Exercise requirements: Please reproduce all the data exactly as written and omit the pictures.

Saved data entries:
|---|
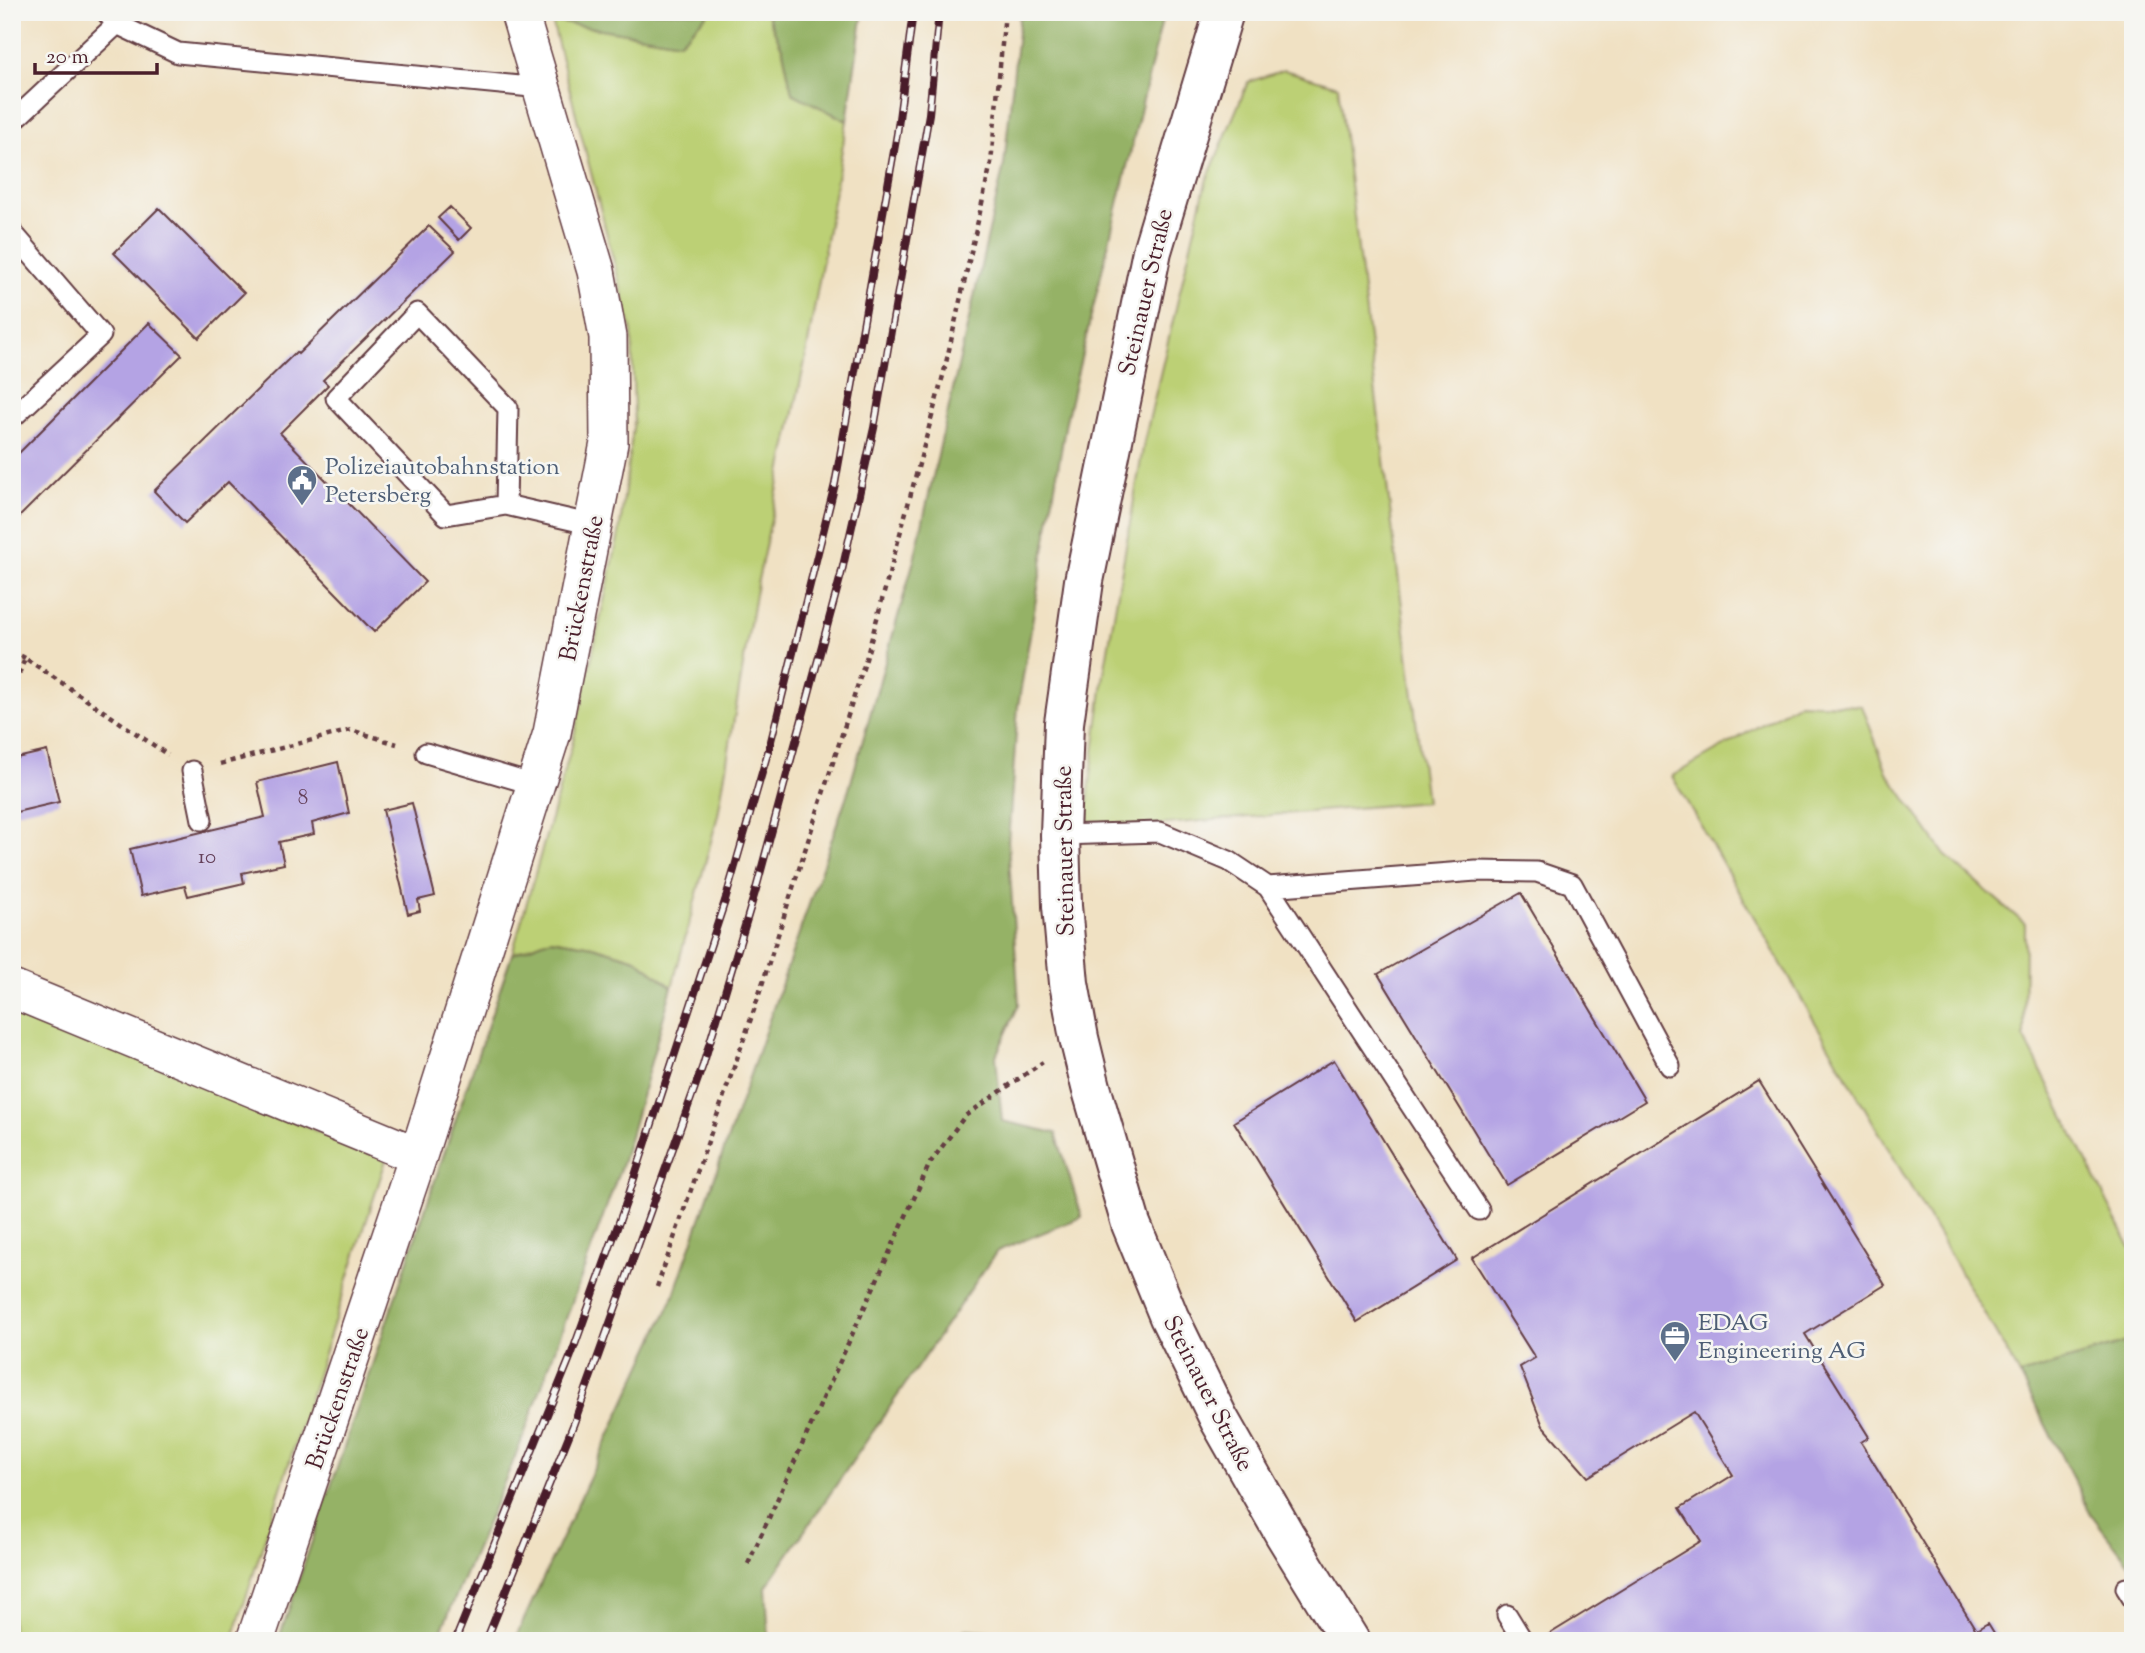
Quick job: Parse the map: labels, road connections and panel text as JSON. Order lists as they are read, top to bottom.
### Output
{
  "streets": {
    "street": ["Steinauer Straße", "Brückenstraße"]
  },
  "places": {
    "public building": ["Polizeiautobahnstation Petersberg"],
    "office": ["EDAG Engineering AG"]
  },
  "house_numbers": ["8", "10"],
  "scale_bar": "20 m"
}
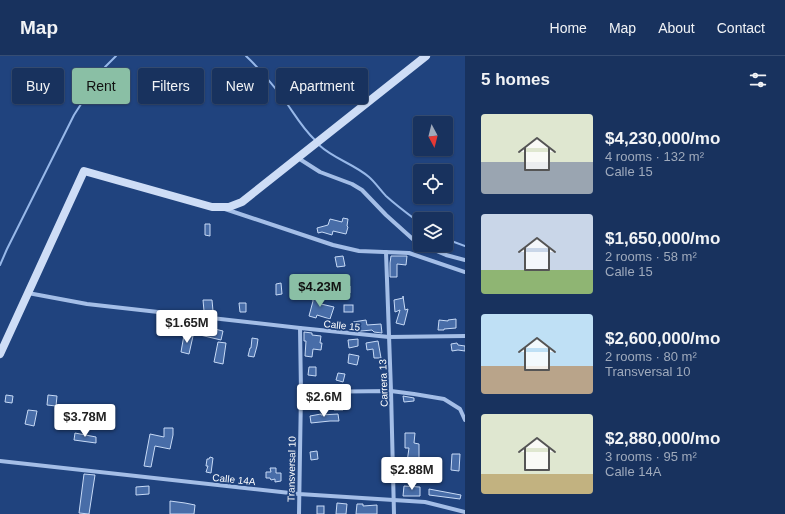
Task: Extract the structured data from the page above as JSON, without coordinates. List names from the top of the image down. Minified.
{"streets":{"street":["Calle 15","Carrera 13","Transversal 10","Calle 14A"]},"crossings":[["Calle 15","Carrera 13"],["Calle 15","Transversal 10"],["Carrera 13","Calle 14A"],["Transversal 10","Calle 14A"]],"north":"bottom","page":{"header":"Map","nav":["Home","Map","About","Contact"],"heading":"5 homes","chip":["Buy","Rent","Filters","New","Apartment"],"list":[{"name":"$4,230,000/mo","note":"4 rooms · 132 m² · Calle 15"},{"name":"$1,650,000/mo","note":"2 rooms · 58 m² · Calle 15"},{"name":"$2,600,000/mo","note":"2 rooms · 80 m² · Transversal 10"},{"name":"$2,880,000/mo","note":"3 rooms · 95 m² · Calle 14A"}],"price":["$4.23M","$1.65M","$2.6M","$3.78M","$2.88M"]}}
|---|
Response to the task:
Quick job: Parse the map: labels, road connections and panel text as JSON. Order lists as they are read, top to bottom.
### Output
{
  "streets": {
    "street": ["Steinauer Straße", "Brückenstraße"]
  },
  "places": {
    "public building": ["Polizeiautobahnstation Petersberg"],
    "office": ["EDAG Engineering AG"]
  },
  "house_numbers": ["8", "10"],
  "scale_bar": "20 m"
}
Task: Extract the structured data from the page above as JSON, without coordinates. List names from the top of the image down. Minified.
{"streets":{"street":["Calle 15","Carrera 13","Transversal 10","Calle 14A"]},"crossings":[["Calle 15","Carrera 13"],["Calle 15","Transversal 10"],["Carrera 13","Calle 14A"],["Transversal 10","Calle 14A"]],"north":"bottom","page":{"header":"Map","nav":["Home","Map","About","Contact"],"heading":"5 homes","chip":["Buy","Rent","Filters","New","Apartment"],"list":[{"name":"$4,230,000/mo","note":"4 rooms · 132 m² · Calle 15"},{"name":"$1,650,000/mo","note":"2 rooms · 58 m² · Calle 15"},{"name":"$2,600,000/mo","note":"2 rooms · 80 m² · Transversal 10"},{"name":"$2,880,000/mo","note":"3 rooms · 95 m² · Calle 14A"}],"price":["$4.23M","$1.65M","$2.6M","$3.78M","$2.88M"]}}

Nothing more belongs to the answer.